- Opening Delimiter -
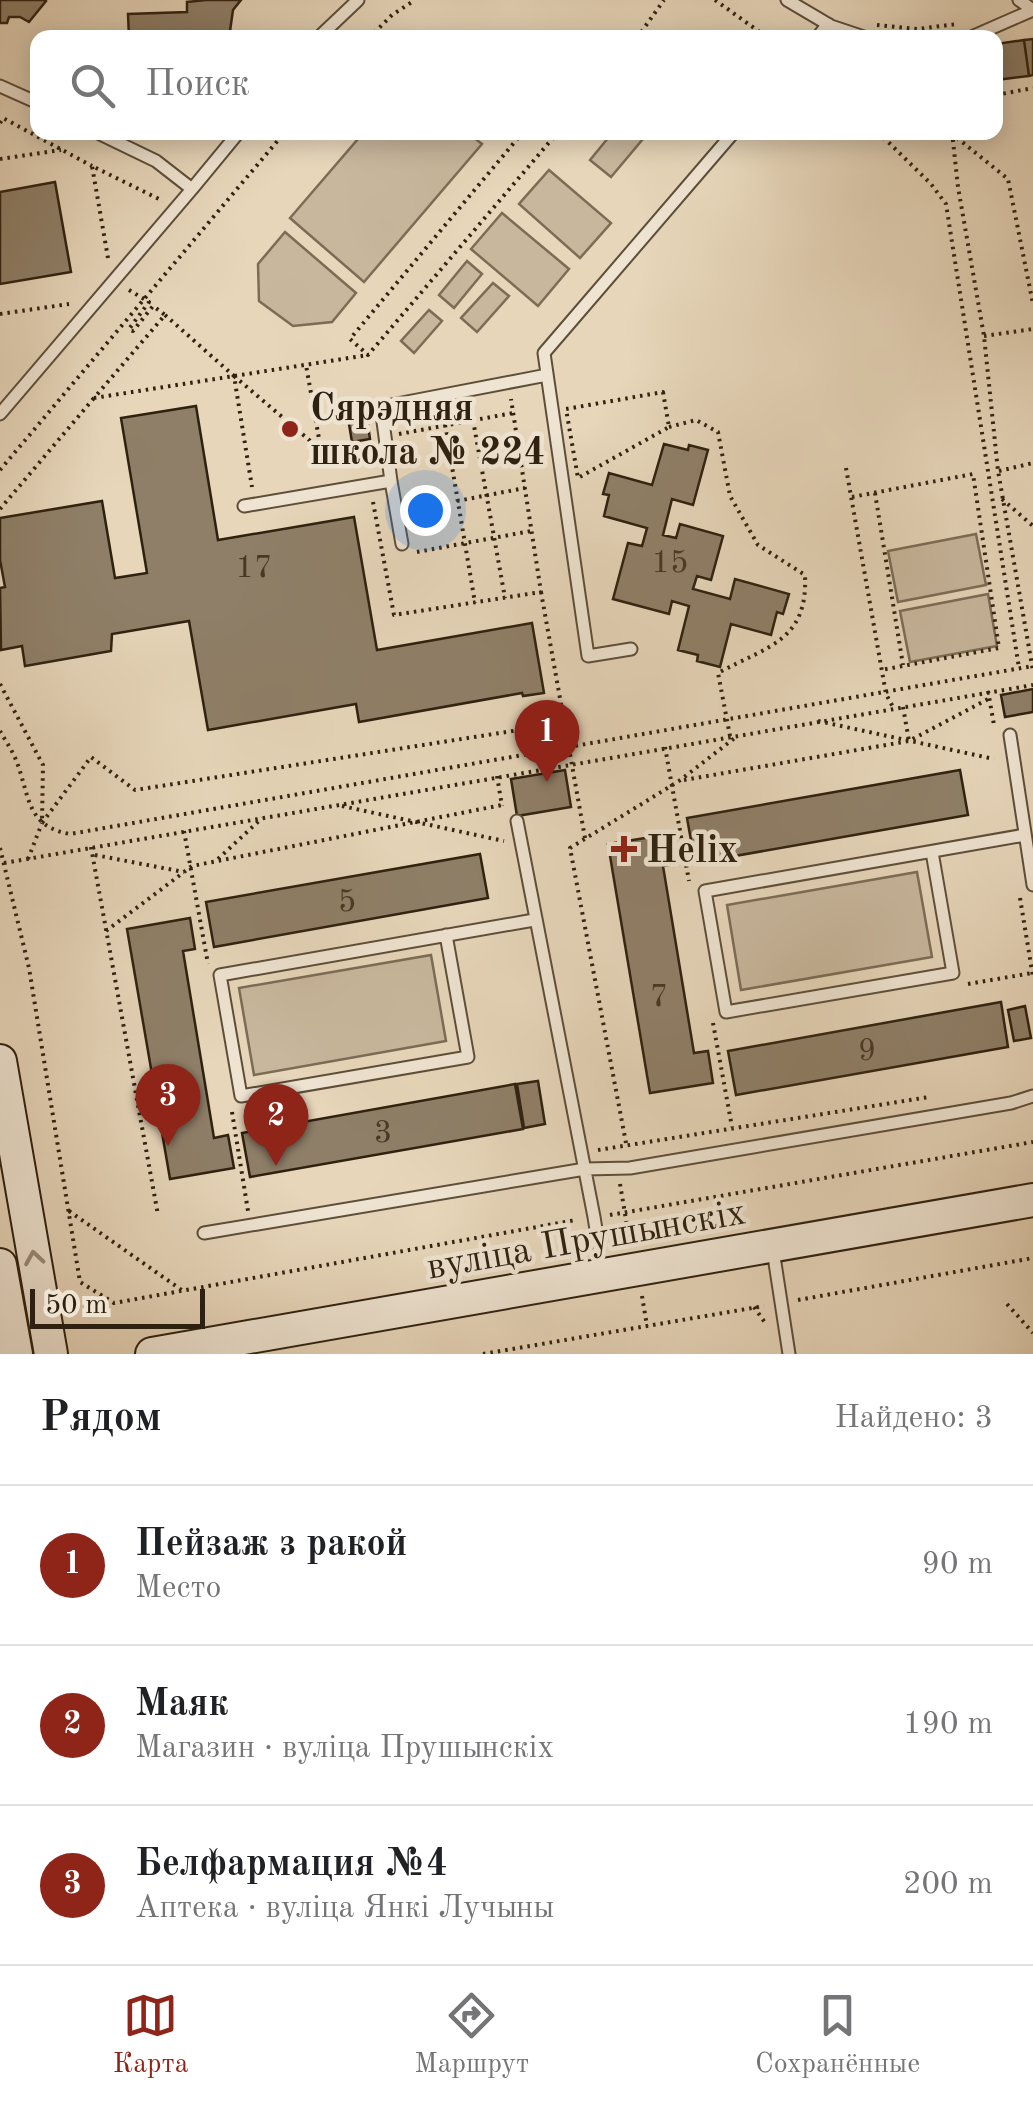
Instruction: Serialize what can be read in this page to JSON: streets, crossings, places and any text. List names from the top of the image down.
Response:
{
  "streets": {
    "street": ["вуліца Прушынскіх"]
  },
  "places": {
    "other": ["Сярэдняя школа № 224"],
    "health": ["Helix"]
  },
  "house_numbers": [
    "15",
    "17",
    "5",
    "7",
    "9",
    "3"
  ],
  "scale_bar": "50 m",
  "page": {
    "search": "Поиск",
    "pins": ["1", "3", "2"],
    "scale": "50 m",
    "heading": ["Рядом", "Найдено: 3"],
    "list": [
      {
        "mark": "1",
        "name": "Пейзаж з ракой",
        "note": "Место",
        "value": "90 m"
      },
      {
        "mark": "2",
        "name": "Маяк",
        "note": "Магазин · вуліца Прушынскіх",
        "value": "190 m"
      },
      {
        "mark": "3",
        "name": "Белфармация №4",
        "note": "Аптека · вуліца Янкі Лучыны",
        "value": "200 m"
      }
    ],
    "nav": ["Карта", "Маршрут", "Сохранённые"]
  }
}
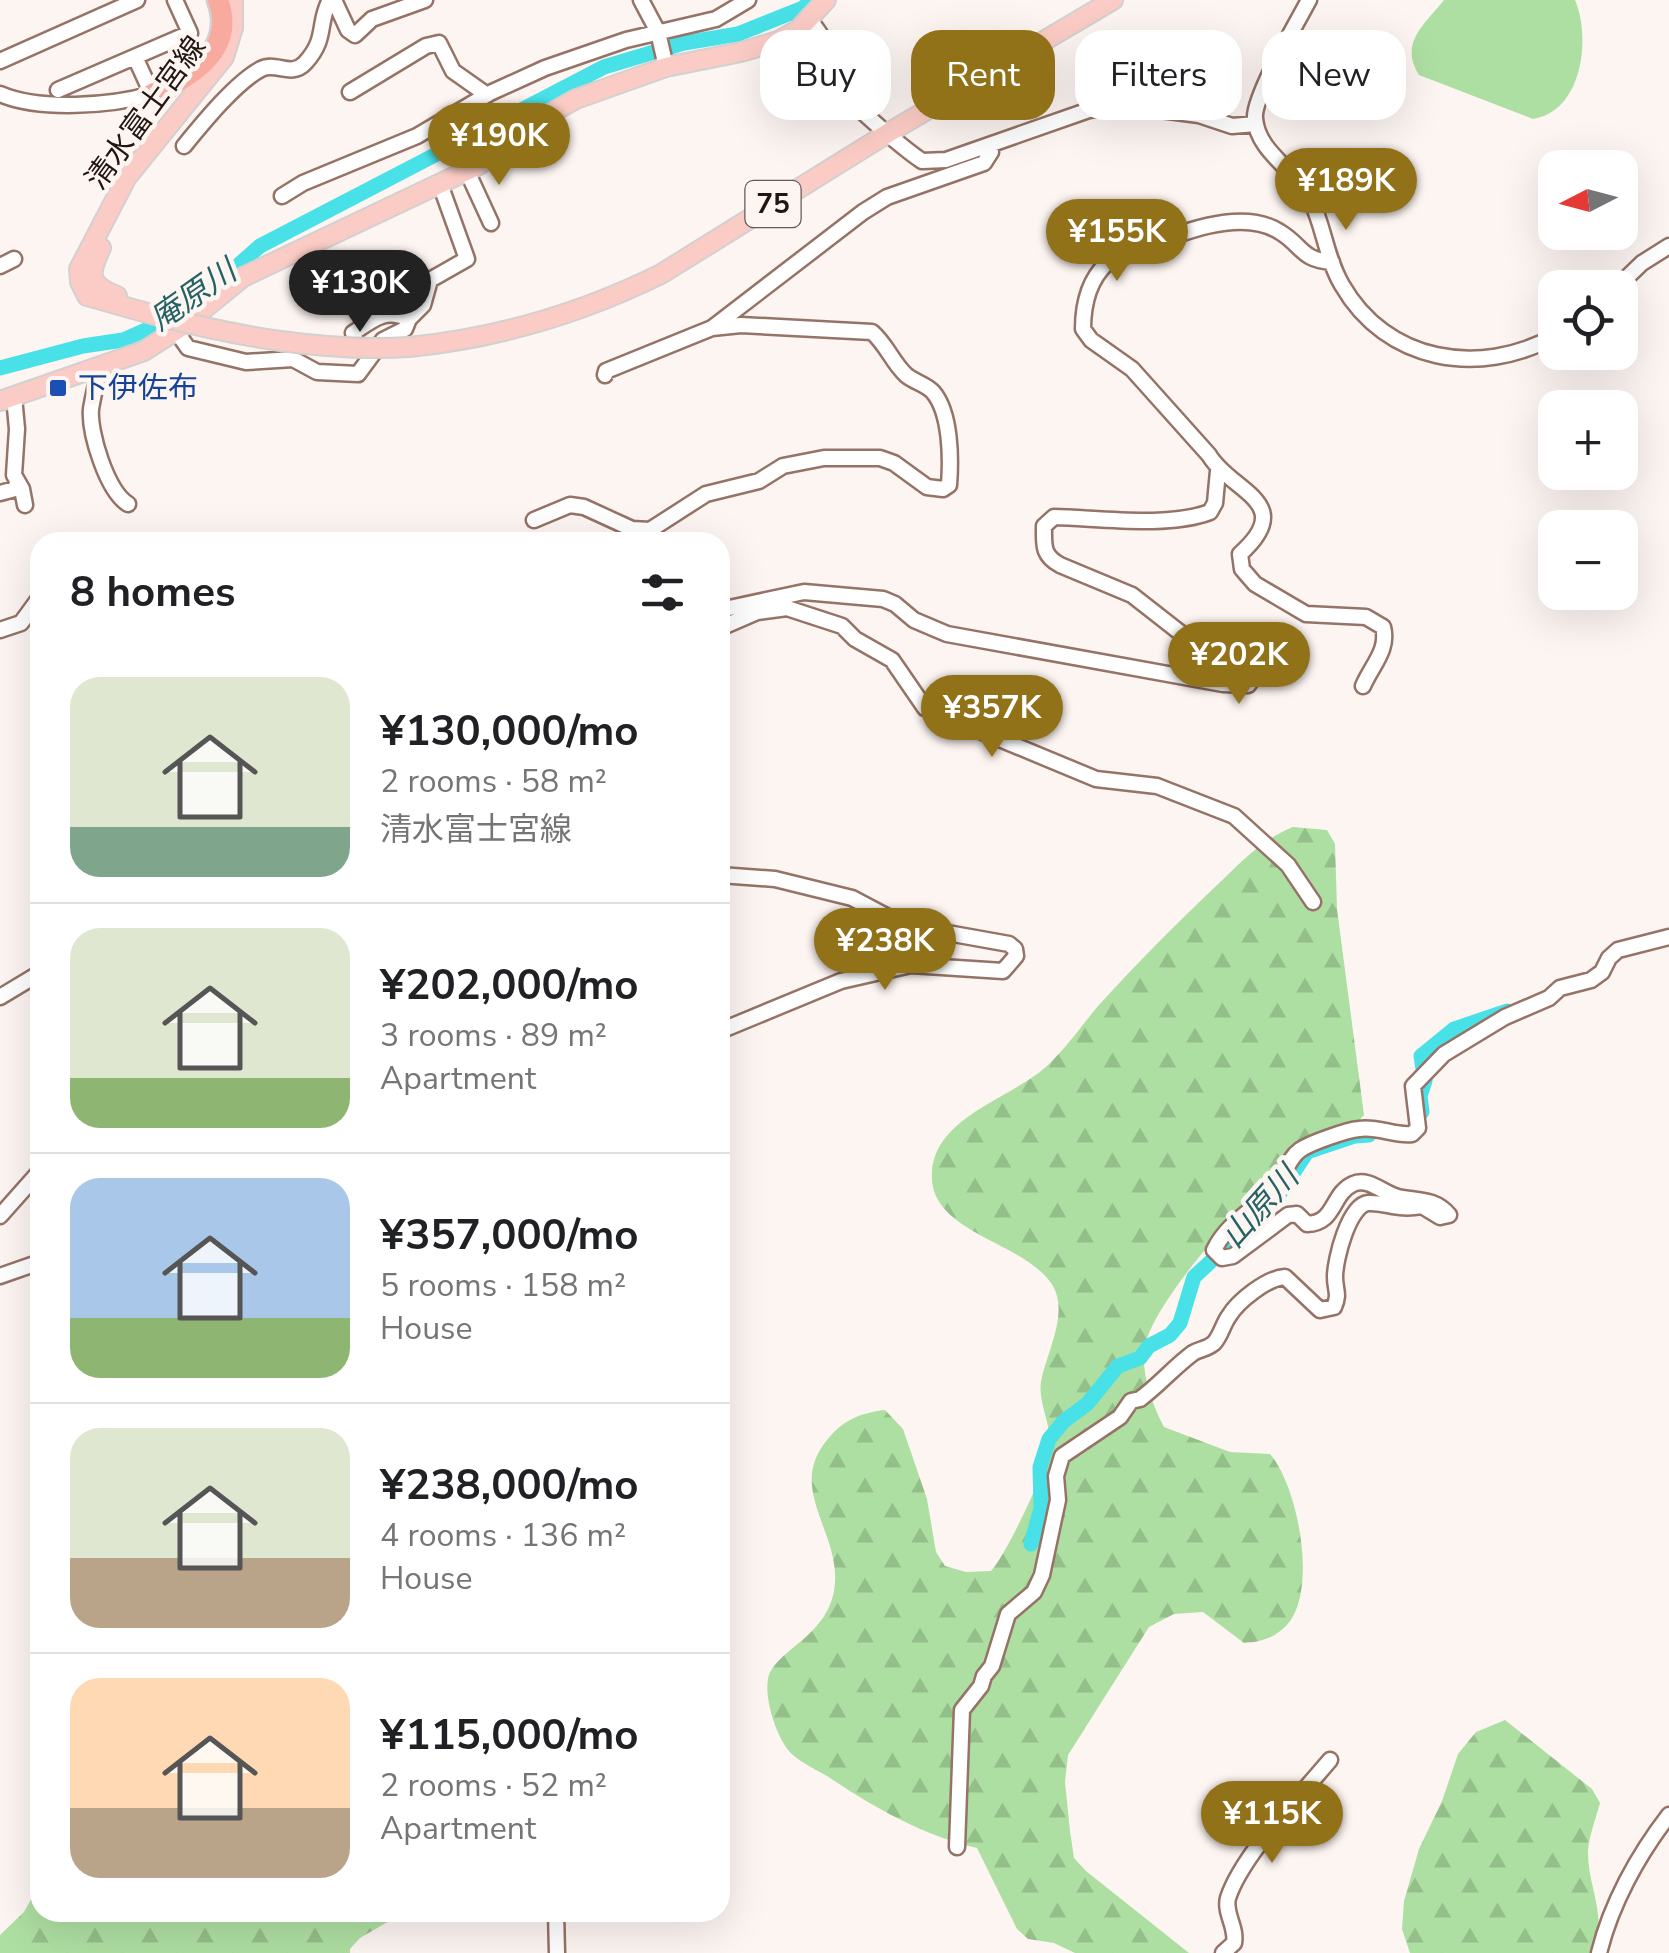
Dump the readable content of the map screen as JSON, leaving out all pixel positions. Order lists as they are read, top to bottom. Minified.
{"streets":{"main road":["清水富士宮線","75"]},"water":["庵原川","山原川"],"places":{"transit":["下伊佐布"]},"north":"left","page":{"chip":["Buy","Rent","Filters","New"],"price":["¥190K","¥189K","¥155K","¥130K","¥202K","¥357K","¥238K","¥115K"],"map_buttons":["+","−"],"heading":"8 homes","list":[{"name":"¥130,000/mo","note":"2 rooms · 58 m² · 清水富士宮線"},{"name":"¥202,000/mo","note":"3 rooms · 89 m² · Apartment"},{"name":"¥357,000/mo","note":"5 rooms · 158 m² · House"},{"name":"¥238,000/mo","note":"4 rooms · 136 m² · House"},{"name":"¥115,000/mo","note":"2 rooms · 52 m² · Apartment"}]}}
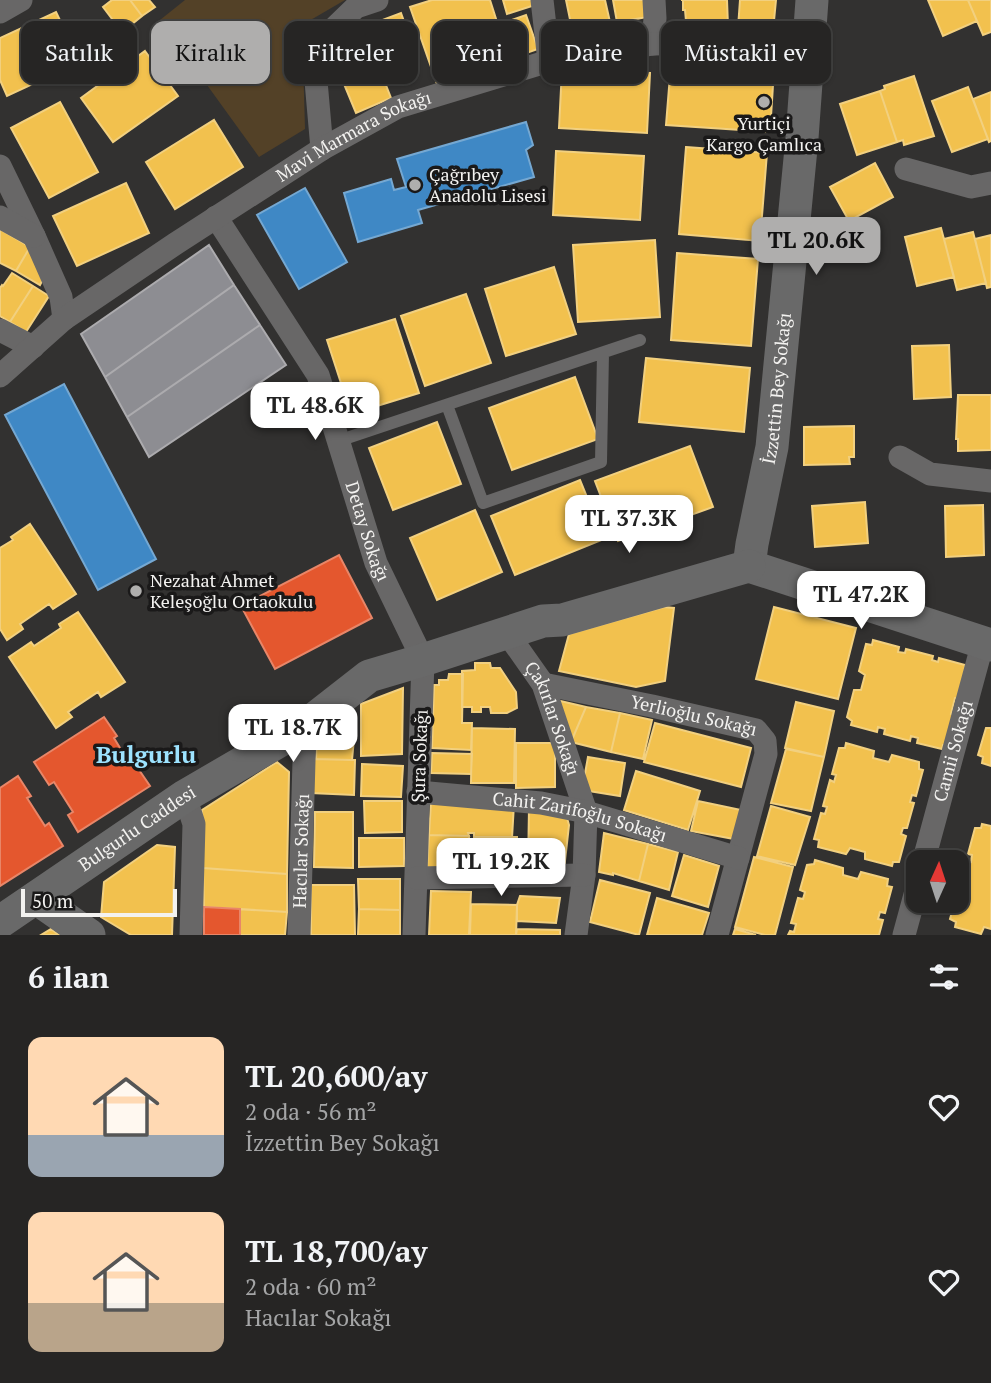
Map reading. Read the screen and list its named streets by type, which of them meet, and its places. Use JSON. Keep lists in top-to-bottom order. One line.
{"streets":{"main road":["İzzettin Bey Sokağı","Bulgurlu Caddesi"],"street":["Mavi Marmara Sokağı","Detay Sokağı","Yerlioğlu Sokağı","Çakırlar Sokağı","Camii Sokağı","Şura Sokağı","Cahit Zarifoğlu Sokağı","Hacılar Sokağı"]},"crossings":[["Mavi Marmara Sokağı","Detay Sokağı"],["İzzettin Bey Sokağı","Bulgurlu Caddesi"],["Detay Sokağı","Şura Sokağı"],["Detay Sokağı","Bulgurlu Caddesi"],["Yerlioğlu Sokağı","Çakırlar Sokağı"],["Yerlioğlu Sokağı","Cahit Zarifoğlu Sokağı"],["Çakırlar Sokağı","Cahit Zarifoğlu Sokağı"],["Çakırlar Sokağı","Bulgurlu Caddesi"],["Şura Sokağı","Cahit Zarifoğlu Sokağı"],["Şura Sokağı","Bulgurlu Caddesi"],["Bulgurlu Caddesi","Hacılar Sokağı"]],"districts":["Bulgurlu"],"places":["Yurtiçi Kargo Çamlıca","Çağrıbey Anadolu Lisesi","Nezahat Ahmet Keleşoğlu Ortaokulu"],"scale_bar":"50 m","north":"top","page":{"chip":["Satılık","Kiralık","Filtreler","Yeni","Daire","Müstakil ev"],"price":["TL 20.6K","TL 48.6K","TL 37.3K","TL 47.2K","TL 18.7K","TL 19.2K"],"scale":"50 m","heading":"6 ilan","list":[{"name":"TL 20,600/ay","note":"2 oda · 56 m² · İzzettin Bey Sokağı"},{"name":"TL 18,700/ay","note":"2 oda · 60 m² · Hacılar Sokağı"}]}}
- Closing Delimiter -
**DIRECTIONS FOR THIS TASK**
Search the records for the word "вуліца" and copy out every line that holds it.

**ANSWER FOR THE TASK**
    "street": ["вуліца Прушынскіх"]
        "note": "Магазин · вуліца Прушынскіх",
        "note": "Аптека · вуліца Янкі Лучыны",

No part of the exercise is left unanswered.